» Exercise details:
Every line of the material below that contains the string "lists" must appear in the answer.

» Information supplied:
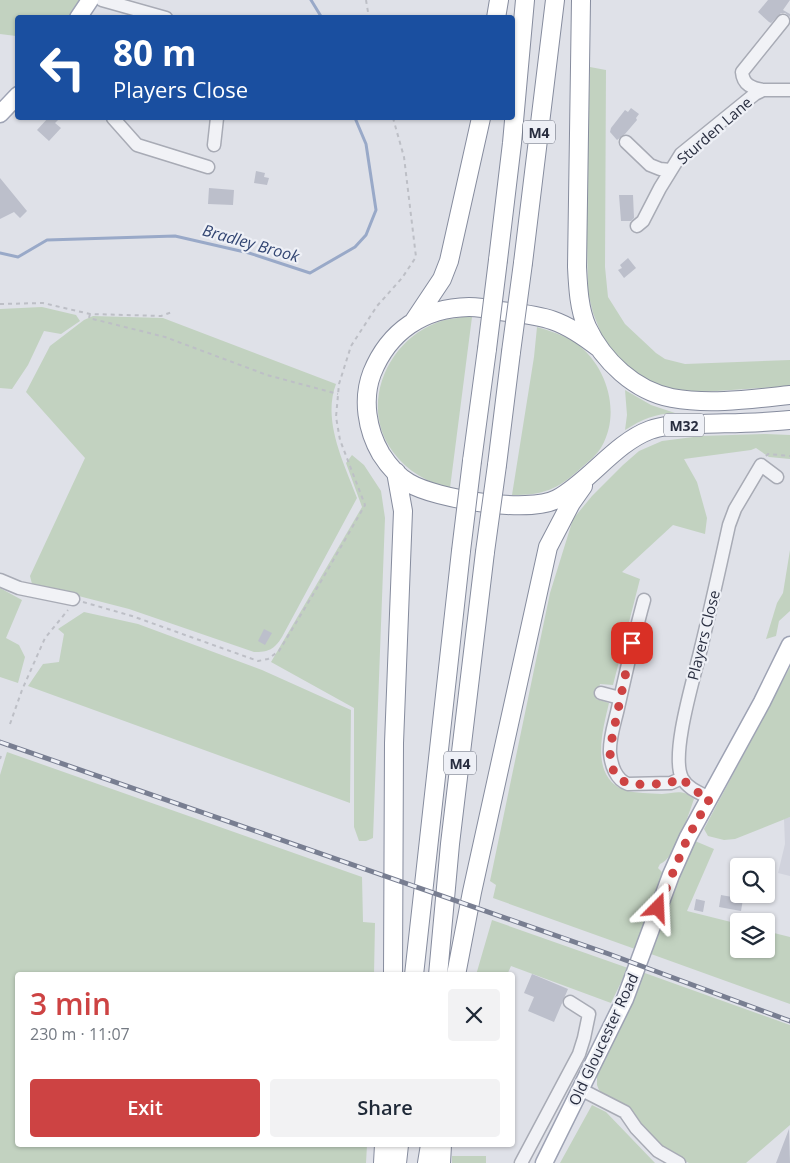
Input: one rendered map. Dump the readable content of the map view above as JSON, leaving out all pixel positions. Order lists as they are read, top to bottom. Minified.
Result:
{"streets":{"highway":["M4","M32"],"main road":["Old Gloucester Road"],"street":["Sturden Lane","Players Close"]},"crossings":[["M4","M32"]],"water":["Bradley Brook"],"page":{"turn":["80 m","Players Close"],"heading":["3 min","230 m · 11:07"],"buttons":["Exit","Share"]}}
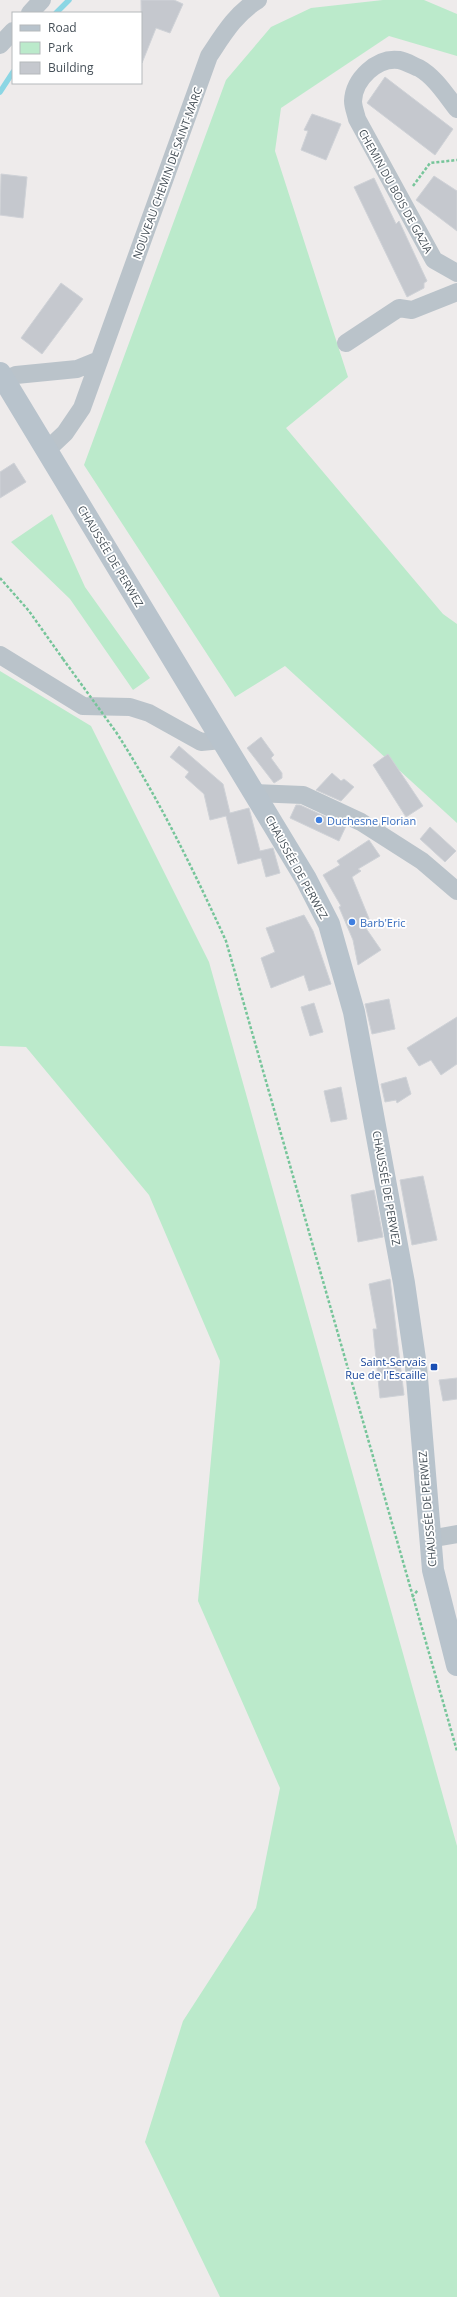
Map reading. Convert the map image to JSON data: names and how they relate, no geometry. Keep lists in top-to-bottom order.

» Response area:
Input: one rendered map. Dump the readable content of the map view above as JSON, leaving out all pixel positions. Order lists as they are read, top to bottom. Minified.
Map reading. Convert the map image to JSON data: names and how they relate, no geometry. Keep lists in top-to-bottom order.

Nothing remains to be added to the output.